First up is Michael Chabon's The Yiddish Policemen's Union. This is the only one I read before the nominations were announced and on a purely quality standpoint, it is the best of them. That said, I don't know how I'd vote if I do vote because I have pretty major problems with calling this "best science fiction". Chabon's championing of genre fiction is admirable and this is certainly a work of genre fiction; however, I don't think the genres he is working in are SF. This is really a detective story with an alternate history setting.
I've always had objections to calling Alternate History a subgenre of SF. It doesn't really feel to me like it is. It seems to me that it is more closely related to historical fiction and only gets lumped with SF because SF writers often write it. In this case, my objection is much stronger in that this book is only using alternate history as setting. Chabon is clearly uninterested in the chain of events leading to the Alaskan Jewish state and he spends very little text on explaining how the modern world has turned out differently. (Just namedrops of "The Second Russian Republic" or idle mentions of the nuking of Berlin.) The alternate history portions of this novel could fit in a few paragraphs as text. As such, I think this is a crime novel and thus shouldn't be up for the award. This makes it hard because, as I said, I think it is the best book of the bunch.
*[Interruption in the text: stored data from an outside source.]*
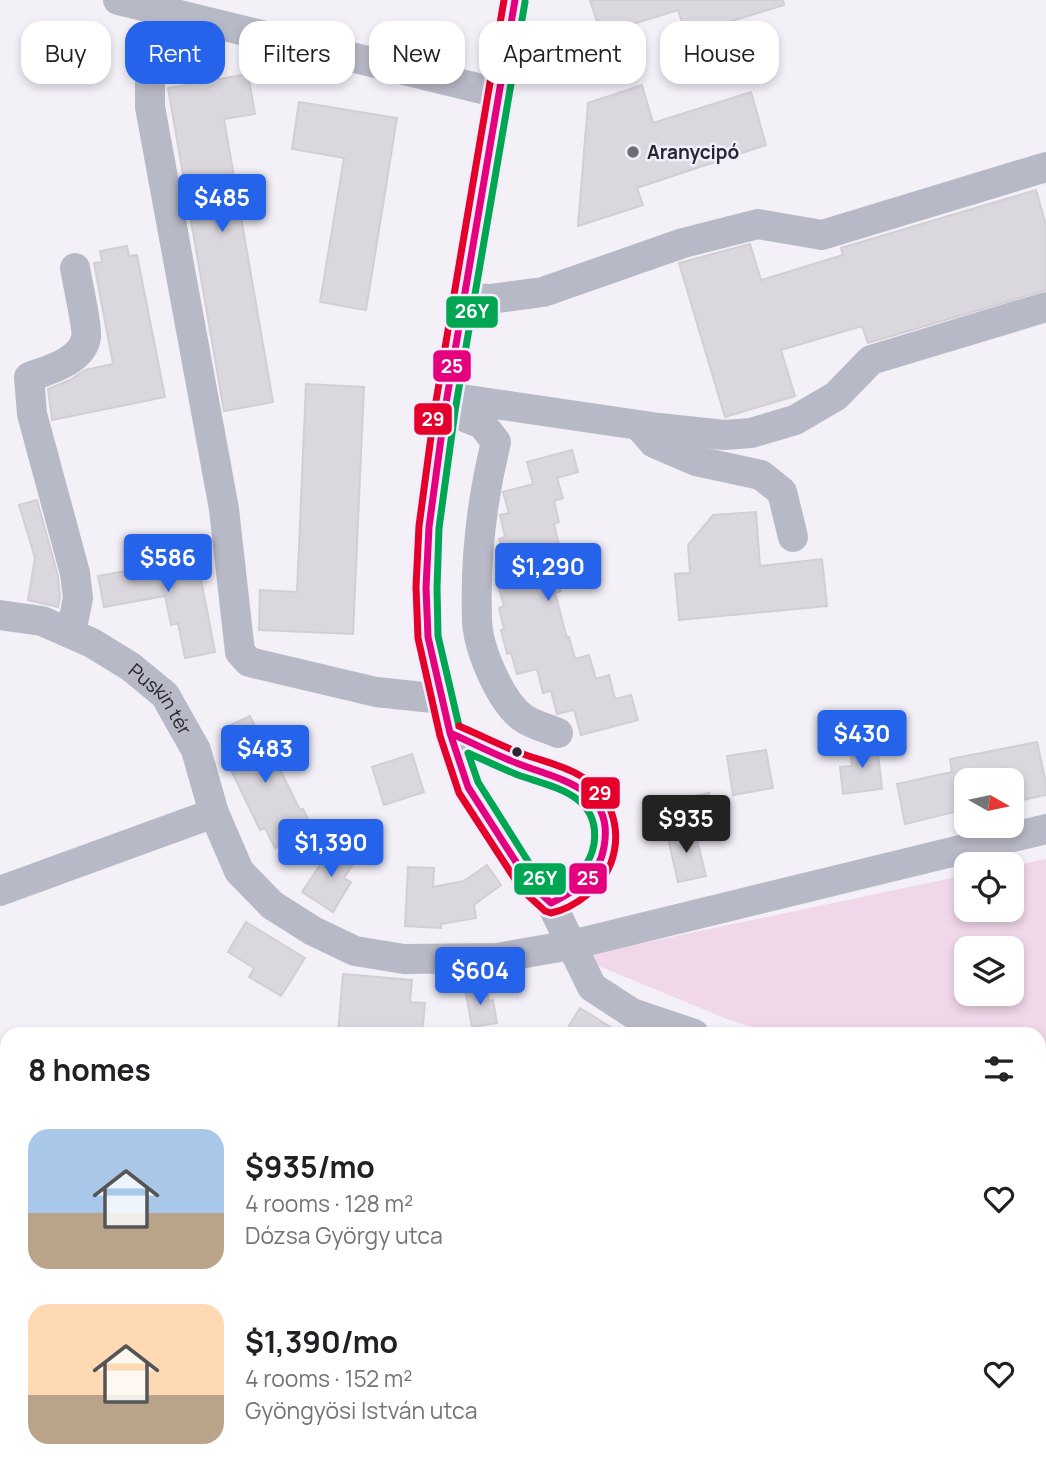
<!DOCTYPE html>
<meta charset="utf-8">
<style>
body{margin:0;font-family:Manrope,sans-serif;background:#f2f2f2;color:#202124;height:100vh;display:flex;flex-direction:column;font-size:26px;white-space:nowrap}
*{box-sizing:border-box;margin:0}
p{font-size:23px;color:#757577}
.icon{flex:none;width:38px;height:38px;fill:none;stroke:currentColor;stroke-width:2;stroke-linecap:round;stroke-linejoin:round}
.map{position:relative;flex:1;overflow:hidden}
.side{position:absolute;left:0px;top:1027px;width:1046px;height:450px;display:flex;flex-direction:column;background:#fff;border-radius:21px 21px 0 0;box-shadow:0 4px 10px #0003}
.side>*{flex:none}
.banner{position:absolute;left:21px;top:21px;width:1004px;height:63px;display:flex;gap:14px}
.needle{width:46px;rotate:99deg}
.controls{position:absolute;left:954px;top:768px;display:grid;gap:14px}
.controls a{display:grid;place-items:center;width:70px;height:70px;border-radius:14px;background:#fff;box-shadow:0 4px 10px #0003;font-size:35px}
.price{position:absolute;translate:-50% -60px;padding:0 16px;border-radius:7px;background:#2563eb;color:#fff;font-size:23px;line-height:46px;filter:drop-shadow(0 2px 4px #0008)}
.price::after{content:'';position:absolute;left:50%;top:42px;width:21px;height:16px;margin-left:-10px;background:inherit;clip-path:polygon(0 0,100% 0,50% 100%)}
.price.on{background:#222;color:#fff}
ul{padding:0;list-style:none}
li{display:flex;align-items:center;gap:21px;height:175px;padding:0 28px}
li span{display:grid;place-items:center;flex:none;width:196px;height:140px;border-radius:21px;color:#555}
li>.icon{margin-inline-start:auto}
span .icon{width:84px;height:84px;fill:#fffc;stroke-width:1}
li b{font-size:30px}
h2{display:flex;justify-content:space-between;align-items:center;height:84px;padding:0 28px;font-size:30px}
.tag{padding:0 24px;border-radius:21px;background:#fff;box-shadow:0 4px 10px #0003;font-size:24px;line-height:63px}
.tag.on{background:#2563eb;color:#fff}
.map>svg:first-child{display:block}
.green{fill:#f0d7e9;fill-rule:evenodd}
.water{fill:#c7dafa}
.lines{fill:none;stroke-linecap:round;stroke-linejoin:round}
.stream{stroke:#c7dafa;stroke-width:8}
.building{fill:#dbd7de;stroke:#d3ced6;stroke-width:2}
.minor{stroke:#b8b9c6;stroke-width:30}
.bus-1-casing{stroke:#f2edfc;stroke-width:12}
.bus-2-casing{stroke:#f2edfc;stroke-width:12}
.bus-3-casing{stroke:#f2edfc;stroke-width:12}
.bus-1{stroke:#e5007d;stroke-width:7}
.bus-2{stroke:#00a651;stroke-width:7}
.bus-3{stroke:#e4002b;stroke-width:7}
.poi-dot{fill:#6f6c75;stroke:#f2edfc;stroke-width:2.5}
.bus-dot{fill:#28252e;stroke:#f2edfc;stroke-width:2.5}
.labels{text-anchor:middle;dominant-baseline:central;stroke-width:5;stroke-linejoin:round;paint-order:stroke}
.poi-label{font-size:19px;font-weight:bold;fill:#28252e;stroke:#f2edfc;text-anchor:start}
.street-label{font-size:19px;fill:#28252e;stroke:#f2edfc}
.line-badge{stroke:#f2edfc;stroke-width:2.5}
.badge-label{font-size:19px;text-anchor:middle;font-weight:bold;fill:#fff}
</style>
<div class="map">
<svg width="1046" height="1476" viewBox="0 0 1046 1476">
<rect width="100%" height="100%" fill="#f3f0f8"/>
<path class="green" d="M 1046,859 L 1046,1369 L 1040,1350 L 1040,1034 L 774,1034 L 727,1019 L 577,957 L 966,875 L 966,910 L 1012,910 L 1012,866 ZM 966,948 L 1012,948 L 1012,994 L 966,994 Z"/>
<path class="water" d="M 697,1470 L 921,1470 L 923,1476 L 699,1476 Z"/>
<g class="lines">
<path class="stream" d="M 1040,1103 L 1046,1102
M 0,1330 L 7,1329"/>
</g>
<path class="building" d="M 590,0 L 783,0 L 784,5 L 686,35 L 678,10 L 601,34 Z
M 248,74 L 255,114 L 224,119 L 273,402 L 224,411 L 168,88 Z
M 642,85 L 653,123 L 751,92 L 766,145 L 637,188 L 643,205 L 578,226 L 588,103 Z
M 299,102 L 397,118 L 366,310 L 320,302 L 344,158 L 292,149 Z
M 1036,190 L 1046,225 L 1046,290 L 868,343 L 862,326 L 781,350 L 795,396 L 725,417 L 679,263 L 750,244 L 761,280 L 843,255 L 841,248 Z
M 127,246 L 129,256 L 137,255 L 165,397 L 52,420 L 48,389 L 70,380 L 85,370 L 113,364 L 94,263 L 102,262 L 100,251 Z
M 306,384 L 364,387 L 353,634 L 259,630 L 260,590 L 297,592 Z
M 572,450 L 578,472 L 557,478 L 563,498 L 554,501 L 559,522 L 554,524 L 559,545 L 555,546 L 561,568 L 555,570 L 561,591 L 555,593 L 567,638 L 569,637 L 575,659 L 589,655 L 596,679 L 609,675 L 615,699 L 631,695 L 638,720 L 581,735 L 574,710 L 557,714 L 551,691 L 543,693 L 537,669 L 517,674 L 511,653 L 507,654 L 501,630 L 504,629 L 499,608 L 504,606 L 498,585 L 505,583 L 499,561 L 505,560 L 499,539 L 505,537 L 500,515 L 509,513 L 503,492 L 533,484 L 527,462 Z
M 37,500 L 58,576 L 60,597 L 58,607 L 28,600 L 35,558 L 19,505 Z
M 756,512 L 760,566 L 822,559 L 827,606 L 679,620 L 675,574 L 690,573 L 688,545 L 713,515 Z
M 194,543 L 215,652 L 185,658 L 178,623 L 171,625 L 165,596 L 104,607 L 98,576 L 159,565 L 156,550 Z
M 250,716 L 262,741 L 265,739 L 300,810 L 303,809 L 313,829 L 275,848 L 265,828 L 260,830 L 229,766 L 237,762 L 226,741 L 233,737 L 228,726 Z
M 1037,742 L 1046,783 L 1046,795 L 1014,802 L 1012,780 L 966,780 L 966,809 L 905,824 L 897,784 L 952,772 L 950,759 Z
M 877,743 L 882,789 L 843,794 L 840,767 L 852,766 L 850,746 Z
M 766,750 L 773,788 L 733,795 L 727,756 Z
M 412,754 L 424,792 L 384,805 L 372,767 Z
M 709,793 L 715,823 L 694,828 L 688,797 Z
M 694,828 L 706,876 L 678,882 L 667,834 Z
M 334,844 L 357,858 L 344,878 L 351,882 L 333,912 L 302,892 Z
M 487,865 L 501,885 L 474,905 L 476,918 L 441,924 L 441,928 L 405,926 L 408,867 L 434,868 L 433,887 L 464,881 Z
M 246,922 L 305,958 L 281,996 L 249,977 L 254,968 L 228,952 Z
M 343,974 L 412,980 L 410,1002 L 425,1003 L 422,1034 L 338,1034 Z
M 486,985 L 489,1001 L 493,1000 L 497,1023 L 472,1027 L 465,988 Z
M 580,1008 L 622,1034 L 564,1034 Z"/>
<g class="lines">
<g class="minor">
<path d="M 118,0 L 498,93"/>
<path d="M 515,0 L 445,409 L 429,527 L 426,588 L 428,637 L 450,733 L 468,787 L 530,884 L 551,903 L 592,987 L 632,1013 L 694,1034"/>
<path d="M 150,42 L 150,107 L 224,509 L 240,652 L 249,662 L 376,692 L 442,699"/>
<path d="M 463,298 L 490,299 L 543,292 L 683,243 L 758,224 L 822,235 L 1046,167"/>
<path d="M 447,397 L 659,428 L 724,435 L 751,433 L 795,420 L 836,396 L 871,360 L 1046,307"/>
<path d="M 445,409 L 482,424 L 496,442 C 482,499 475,559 477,618 C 477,647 500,701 523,718 C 533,725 547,728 558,733"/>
<path d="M 640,427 L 654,443 L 696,461 L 761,475 L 782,492 L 793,537"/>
<path id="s1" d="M 0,615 L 42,621 L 92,643 L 131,667 L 165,695 L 196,750 L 214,813 L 0,891"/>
<path d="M 71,633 L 78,598 L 75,573 L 32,414 L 29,377 C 48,370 81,362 86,338 C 88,330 77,280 75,268"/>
<path d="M 450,733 C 473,743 496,755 519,764 C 540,772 572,778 588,794 C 603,809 608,827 604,848 C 600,878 576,891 551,903"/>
<path d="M 214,813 L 239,871 L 272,905 L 313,931 L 355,951 L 404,959 L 497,958 L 571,945 L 1046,829"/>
<path d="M 0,1139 L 7,1140"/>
<path d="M 1040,1292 L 1046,1307"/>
</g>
<g class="bus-1-casing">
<path id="bus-1" d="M 450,733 C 473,743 495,755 519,764 C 560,780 615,788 604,847 C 599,877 576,891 551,903 L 530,884 L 468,787 Z
M 450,733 L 428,637 L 426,588 L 429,527 L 445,409 L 515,0"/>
</g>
<g class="bus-2-casing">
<path id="bus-2" d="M 459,726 L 438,636 L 437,588 L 439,528 L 455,411 L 525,2
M 468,753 C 484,760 501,768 518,775 C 552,787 601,794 594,844 C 590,868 573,880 553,890 L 538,877 L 478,782 Z"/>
</g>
<g class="bus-3-casing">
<path id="bus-3" d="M 440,736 L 418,638 L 416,587 L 419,526 L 435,407 L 504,0
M 440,736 L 459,793 L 522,890 L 545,911 L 551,913 C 575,908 602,887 611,863 C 623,829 611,792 579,775 C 562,765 542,761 523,754 C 501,746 480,735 459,726"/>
</g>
<use href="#bus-1" class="bus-1"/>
<use href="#bus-2" class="bus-2"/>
<use href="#bus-3" class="bus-3"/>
</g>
<circle class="poi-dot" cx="633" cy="152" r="7"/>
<circle class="bus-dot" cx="517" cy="752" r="6"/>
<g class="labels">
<g class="poi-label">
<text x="647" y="152">Aranycipó</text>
</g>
<g class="street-label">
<text stroke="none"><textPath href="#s1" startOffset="187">Puskin tér</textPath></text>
</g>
</g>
<g class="line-badge">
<rect x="445" y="295" width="54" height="34" rx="7" fill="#00a651"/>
<rect x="432" y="349" width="40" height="34" rx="7" fill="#e5007d"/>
<rect x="413" y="402" width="40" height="34" rx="7" fill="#e4002b"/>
<rect x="580" y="776" width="41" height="34" rx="7" fill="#e4002b"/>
<rect x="568" y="862" width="40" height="33" rx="7" fill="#e5007d"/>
<rect x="513" y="862" width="54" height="34" rx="7" fill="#00a651"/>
</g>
<g class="badge-label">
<text x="472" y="318">26Y</text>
<text x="452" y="373">25</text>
<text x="433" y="426">29</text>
<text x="600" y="800">29</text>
<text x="588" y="885">25</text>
<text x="540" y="885">26Y</text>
</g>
</svg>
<div class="controls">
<a><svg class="needle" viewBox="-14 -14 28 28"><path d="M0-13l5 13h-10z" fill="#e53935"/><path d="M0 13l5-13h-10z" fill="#757577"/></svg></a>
<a><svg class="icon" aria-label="locate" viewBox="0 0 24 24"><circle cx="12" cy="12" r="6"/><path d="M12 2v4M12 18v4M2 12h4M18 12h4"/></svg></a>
<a><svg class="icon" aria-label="layers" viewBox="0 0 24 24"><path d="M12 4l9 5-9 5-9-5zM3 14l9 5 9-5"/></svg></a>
</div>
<b class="price" style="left:222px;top:234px">$485</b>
<b class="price" style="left:168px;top:594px">$586</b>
<b class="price" style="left:548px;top:603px">$1,290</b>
<b class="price" style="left:862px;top:770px">$430</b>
<b class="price" style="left:265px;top:785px">$483</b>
<b class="price on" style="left:686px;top:855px">$935</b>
<b class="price" style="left:331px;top:879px">$1,390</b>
<b class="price" style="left:480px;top:1007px">$604</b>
<div class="banner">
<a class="tag">Buy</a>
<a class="tag on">Rent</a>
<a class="tag">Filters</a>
<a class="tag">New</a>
<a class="tag">Apartment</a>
<a class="tag">House</a>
</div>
<section class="side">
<h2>8 homes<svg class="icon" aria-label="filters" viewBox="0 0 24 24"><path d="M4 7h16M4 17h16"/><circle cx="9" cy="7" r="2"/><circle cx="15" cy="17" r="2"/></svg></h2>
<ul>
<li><span style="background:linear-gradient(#a9c7e8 60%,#b9a48a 0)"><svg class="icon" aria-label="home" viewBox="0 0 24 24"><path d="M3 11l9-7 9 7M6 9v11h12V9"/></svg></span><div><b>$935/mo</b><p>4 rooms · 128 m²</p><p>Dózsa György utca</p></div><svg class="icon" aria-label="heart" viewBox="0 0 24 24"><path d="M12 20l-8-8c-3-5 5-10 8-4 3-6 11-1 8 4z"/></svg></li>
<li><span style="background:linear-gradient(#ffd9b3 65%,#b9a48a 0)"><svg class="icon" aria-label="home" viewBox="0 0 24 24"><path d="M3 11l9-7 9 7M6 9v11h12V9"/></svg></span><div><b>$1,390/mo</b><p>4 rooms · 152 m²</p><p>Gyöngyösi István utca</p></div><svg class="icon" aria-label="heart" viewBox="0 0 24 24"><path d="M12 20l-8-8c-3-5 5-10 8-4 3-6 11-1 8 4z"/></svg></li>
</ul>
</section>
</div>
At the other end of the spectrum is Robert J. Sawyer's Rollback. I detested this book. I only read it because I am considering voting and won't vote against something I have not read. The last book I read by this author was The Terminal Experiment, which I also hated, for much the same reasons.
I find the prose painfully klunky. The characters, including the protagonist are cardboard, yet are often coerced into doing things out of character to advance the plot which itself is painfully contrived. There are deep philosophical issues, yet they are only delved into in a "add one chapter to discuss issue X" level. The setting is only SF in a couple of minor ways. With all the late-twentieth century name-dropping that goes on you'd thing it was set in 2000 not 2048. What is futuristic is written in the silly forties era futurist style in which characters over explain what should be commonplace to them.
The only thing it has going for it is an interesting theme, but it has been done better before. Holy Fire examines the same subject, but shows rather than tells.
So yeah. This makes it hard because there is no way I can vote it number 4 even if I think Chabon's book shouldn't even be on the list. I can't rate garbage higher than quality.
I have much the same feeling about Scalzi's The Last Colony and Stross' Halting State. Both cases I think are decent but not earth shattering novels by authors who I think have done better work. "The Last Colony" suffers in that it really is just there to tell us what happens next after a much better book. Scalzi also suffers from plots that seem contrived and from characters that are a bit flat (though neither to the extent of Sawyer) but what saves his work is the tongue-in-cheek character of it. There's a friendly humor to it all. In many ways, Scalzi doesn't write SF. He writes space fantasy. Nothing wrong with that.
"Halting State" suffers from many of the problems of Stross' lesser stuff. He does a great job with female characters as long as they are not in a book with a dorky male character looking for love. Unfortunately, this is not one of those books, so we have to suffer through a painful love story. Nothing wrong with that from people good at writing that. The most interesting bit, the inside-the-MMO-dotcom stuff, is unfortunately overshadowed by the substandard love story and the action elements that got a bit tedious. Still, there was some amusing bits. It was an enjoyable pastime.
I had a hard time getting into Brasyl at first because of the dense local color but once I managed to get into the characters it sped up. The other interesting bit is that the book goes one for quite a while, probably over half the book, before you really see what the damn thing is about. (Other than Brazil, that is.) The book has three plot lines, one in modern times, one set a generation into the future and one in the 18th century. For half the book, these seem to have little to do with each other.
Once you get to the actual theme, it is pretty interesting and definitely big picture SF, but I won't spoiler it here. Overall, I enjoyed it, though I had some issues with the ending. Honestly, I didn't completely understand what was going on. It seemed a bit...rushed.
Anyway, my vote will likely be:
- Halting State
- The Last Colony
- The Yiddish Policemen's Union
I may move "The Yiddish Policemen's Union" to first place though...it really is the best book.